Here are the illusions we live by:
- That one way is the right way.
- That you’re better than me or I’m better than you.
- That someone will win and someone will lose.
Last night, we watched a heart-wrenching film about World War I, with all the young men willingly going to war, to do their duty. The three main characters all died in combat, the one young woman among them left to bear that loss all the rest of her life.
Today, we caught up on the latest episode of Home Fires, a PBS Masterpiece show about the onset of World War II in England. Male characters were so eager to sign up for military service, and I began to wonder why they were so willing to go.
Because from where I sit, we’ve had a century of war, one after the next after the next. Intifadas, Cold Wars, Hot Wars, and Conflicts that lasted longer than we ever could have imagined.

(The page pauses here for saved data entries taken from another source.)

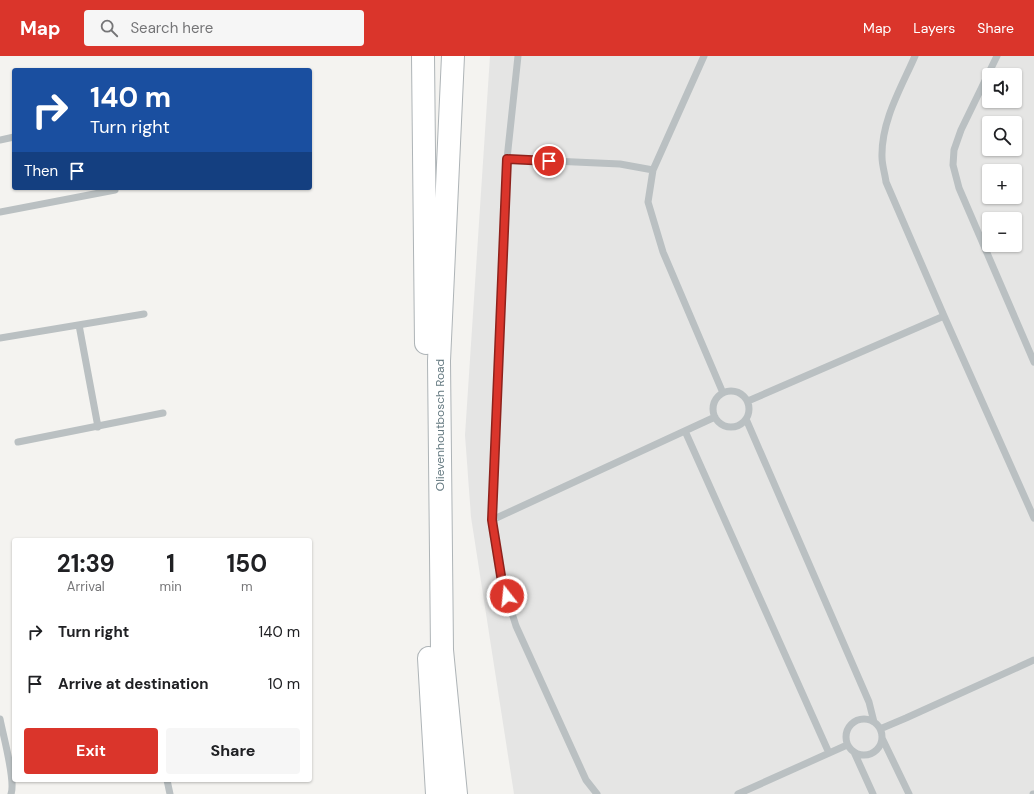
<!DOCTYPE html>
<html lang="en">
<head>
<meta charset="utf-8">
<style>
  :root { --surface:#fff; --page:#f6f6f6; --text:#202124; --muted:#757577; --accent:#da352b }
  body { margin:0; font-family:"DM Sans",sans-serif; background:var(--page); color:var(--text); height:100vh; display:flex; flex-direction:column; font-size:15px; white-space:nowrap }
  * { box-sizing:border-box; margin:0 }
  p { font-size:13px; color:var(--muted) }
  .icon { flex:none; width:22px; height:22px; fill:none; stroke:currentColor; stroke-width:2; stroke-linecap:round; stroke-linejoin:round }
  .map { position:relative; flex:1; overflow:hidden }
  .side { position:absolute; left:12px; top:482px; width:300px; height:244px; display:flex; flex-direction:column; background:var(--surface); border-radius:4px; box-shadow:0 1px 3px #0004 }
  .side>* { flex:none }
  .guide { position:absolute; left:12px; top:12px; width:300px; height:122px; border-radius:4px; box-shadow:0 1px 3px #0004; background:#1a4fa0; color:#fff; overflow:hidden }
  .tools { position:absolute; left:982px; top:12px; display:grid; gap:8px }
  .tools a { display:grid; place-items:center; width:40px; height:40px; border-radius:4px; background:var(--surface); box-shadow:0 1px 3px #0004; font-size:20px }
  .pin { position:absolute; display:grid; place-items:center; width:34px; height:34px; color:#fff; margin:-17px; border:2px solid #fff; border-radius:50%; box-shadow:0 1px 4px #0007 }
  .me { position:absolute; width:44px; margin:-22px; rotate:344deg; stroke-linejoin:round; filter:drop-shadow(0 0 3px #0008) }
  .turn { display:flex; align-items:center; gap:14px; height:84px; padding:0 12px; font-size:18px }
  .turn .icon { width:52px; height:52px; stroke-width:2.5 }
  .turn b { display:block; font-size:28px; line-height:34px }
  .then { display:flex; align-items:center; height:38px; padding:0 12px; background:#0003; gap:8px; font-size:15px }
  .eta { display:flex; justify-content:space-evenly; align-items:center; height:68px; text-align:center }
  .eta b { font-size:24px; font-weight:700; line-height:28px }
  .action { display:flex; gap:8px; margin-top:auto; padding:8px 12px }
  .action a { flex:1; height:46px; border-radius:4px; background:var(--accent); color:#fff; font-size:16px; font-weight:700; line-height:46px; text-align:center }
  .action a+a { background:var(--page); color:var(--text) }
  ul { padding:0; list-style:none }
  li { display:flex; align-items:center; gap:12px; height:52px; padding:0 12px }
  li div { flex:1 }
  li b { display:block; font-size:15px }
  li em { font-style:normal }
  header { display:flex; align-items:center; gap:24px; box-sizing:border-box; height:56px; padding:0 20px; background:var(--accent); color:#fff }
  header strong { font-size:19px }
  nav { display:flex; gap:22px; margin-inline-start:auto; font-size:14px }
  .search { width:280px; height:36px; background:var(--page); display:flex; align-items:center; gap:10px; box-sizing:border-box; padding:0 14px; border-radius:4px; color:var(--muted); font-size:15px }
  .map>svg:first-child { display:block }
  .built { fill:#e5e5e4; fill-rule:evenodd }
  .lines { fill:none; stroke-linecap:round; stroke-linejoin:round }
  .major-casing { stroke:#aeb4b7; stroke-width:24 }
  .minor { stroke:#bac0c2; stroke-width:7 }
  .major { stroke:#fff; stroke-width:22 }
  .route-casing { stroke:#8e221c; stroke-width:10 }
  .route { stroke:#da352b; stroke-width:7 }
  .labels { text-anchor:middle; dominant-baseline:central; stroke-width:4; stroke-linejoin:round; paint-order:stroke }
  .street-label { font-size:12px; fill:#647980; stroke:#fff }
</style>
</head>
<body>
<header>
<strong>Map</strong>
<div class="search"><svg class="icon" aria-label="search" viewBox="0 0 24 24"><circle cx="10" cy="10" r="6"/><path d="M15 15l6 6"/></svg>Search here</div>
<nav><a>Map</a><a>Layers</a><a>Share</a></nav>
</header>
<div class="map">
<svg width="1034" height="738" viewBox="0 0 1034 738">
  <rect width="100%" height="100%" fill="#f4f3f0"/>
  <path class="built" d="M490,0H1034V738H514L471,461L465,379ZM989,19H1015V45H989ZM989,67H1015V93H989ZM989,115H1015V141H989ZM989,163H1015V189H989Z"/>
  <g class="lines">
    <g class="major-casing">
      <path id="major" d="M423,0L426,287
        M453,0L439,305L442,594L456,738
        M429,602L437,738"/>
    </g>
    <path class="minor" d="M518,0L507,103L492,464L502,525L516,570L586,724L597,738
      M704,0L653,114L648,146L663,196L723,337
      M915,0C901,32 881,65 882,101C882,109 885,118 886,126L944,260L1034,462
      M997,0L961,74L954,94L953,109L959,132L1034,306
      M0,84L14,81
      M507,103L620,108L653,114
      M0,156L115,134
      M79,269L98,371
      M0,282L144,258
      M713 353a18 18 0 1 1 36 0a18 18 0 1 1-36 0Z
      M748,345L944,260
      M746,363L869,646L874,666
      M685,375L829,697
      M18,386L163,357
      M492,464L715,361
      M846 681a18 18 0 1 1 36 0a18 18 0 1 1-36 0Z
      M0,663C3,679 16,725 11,738
      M880,673L906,662L1034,604
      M882,682L909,738
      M854,696L873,738
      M167,724L170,738
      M738,738L847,689
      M1033,738H1034"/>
    <use href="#major" class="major"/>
  </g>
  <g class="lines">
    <g class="route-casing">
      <path id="route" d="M507,540L502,526L492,464L507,103L549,105"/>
    </g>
    <use href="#route" class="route"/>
  </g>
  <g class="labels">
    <g class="street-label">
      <text transform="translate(440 369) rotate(-90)">Olievenhoutbosch Road</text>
    </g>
  </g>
</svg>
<div class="tools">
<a><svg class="icon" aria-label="sound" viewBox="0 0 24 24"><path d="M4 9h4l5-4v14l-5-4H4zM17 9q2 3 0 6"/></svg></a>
<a><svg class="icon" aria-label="search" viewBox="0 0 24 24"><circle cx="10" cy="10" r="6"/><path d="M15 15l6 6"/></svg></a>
<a>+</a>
<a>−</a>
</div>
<div class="pin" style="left:549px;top:105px;background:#d93025"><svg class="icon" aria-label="arrive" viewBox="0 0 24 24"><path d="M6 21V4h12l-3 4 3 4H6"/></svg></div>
<svg class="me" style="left:507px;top:540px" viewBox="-20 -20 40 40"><circle r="17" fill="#da352b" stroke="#fff" stroke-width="3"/><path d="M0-11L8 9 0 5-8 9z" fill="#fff"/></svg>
<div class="guide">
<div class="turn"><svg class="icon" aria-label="right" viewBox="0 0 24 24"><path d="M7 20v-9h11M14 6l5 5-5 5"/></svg><div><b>140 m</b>Turn right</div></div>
<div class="then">Then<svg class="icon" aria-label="arrive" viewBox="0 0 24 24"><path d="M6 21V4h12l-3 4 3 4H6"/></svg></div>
</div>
<section class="side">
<div class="eta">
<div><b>21:39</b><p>Arrival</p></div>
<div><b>1</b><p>min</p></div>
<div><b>150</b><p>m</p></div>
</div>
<ul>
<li><svg class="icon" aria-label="right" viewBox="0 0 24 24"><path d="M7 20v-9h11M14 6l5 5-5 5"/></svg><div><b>Turn right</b></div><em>140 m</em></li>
<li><svg class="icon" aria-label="arrive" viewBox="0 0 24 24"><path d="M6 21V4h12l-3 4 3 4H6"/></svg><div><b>Arrive at destination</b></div><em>10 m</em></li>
</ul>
<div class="action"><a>Exit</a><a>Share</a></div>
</section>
</div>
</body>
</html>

Burned draft cards, righteous protest, and requisite punishments.
So many emotions swirling over the course of the last 100 years and we still have not found the path to peace.
But perhaps I have too short a view of things. Read the Bible and you’ll find the quintessential conflicts driven by hatred and fear of the other or the unknown. That takes us back to the beginning of humanity.
So much conflict, set among a never-ending inability to peacefully co-exist.
In the movie, the main character as a nurse on the front in France holds the hand of a dying German POW. His last words, a plea for apology from his girlfriend, she translates and answers, as the only person fluent in German. The other nurse is shocked; she’s fraternizing with the enemy.
And the movie ends with her passionate plea to stop pointing fingers and continuing to hate; his hand in hers were the same smooth skin, the same blood coursing in veins underneath the surface.
You see, don’t you?
We are all the same. And yet we cannot help but fight one another.
Next month, my children and I are traveling to Israel, and I simply cannot wait. I’ve been there 10 or so times in the last 10 years, on the edge of one Intifada and on the cusp of another.
My first visit, I arrived on a Friday morning and my luggage did not make it on the same flight. The Sabbath was hours away, and I had an interview to do in Efrat, a settlement city outside Jerusalem.
I had one change of clothing in my backpack. A Mercedes taxi took me over the one road that existed then, through Jewish land into Arab land and back to Jewish soil.
I interviewed Rabbi Shlomo Riskin. I rode back to Jerusalem to welcome the Sabbath.
On the way, we were stopped at the checkpoint, then waved through because we were not suspicious. The following week, an alternate Bethlehem road would open so that Jews and Arabs wouldn’t be tempted to risk endangering one another.
Or something like that.
My clothing did not arrive for three days, and so, since I was not Sabbath-observant at the time, my tour guide took me shopping on Saturday in East Jerusalem.
I remember buying blue jeans and underwear and shirts, speaking with the store proprietors, all Arab, who were kind and welcoming. After, we snacked in an outdoor cafe, on coffee and hummus, and two Arab young men strummed a guitar and sang.
It was lovely.
Today, I cannot return there. The hatred and fear run too high. They are the predominant emotions driving all actions.
And for what?
There is now answer.
We are our own enemies, every single day. We say that “they” hate us, but we are no better. Dig deep and you will find your own intolerance living on inside you, for someone or something. It’s there, and you don’t try hard enough to escape it.
Why, I ask?
Why do we let fear run us? Why do we not cling to the rational understanding of shared humanity and common ideals?
Love, kindness and community, that’s what we all want, whether we have dark skin or light, abundant wealth or none at all.
We want to survive. To be accepted for what we believe and what we prefer. To run free.
I really don’t think it’s asking too much.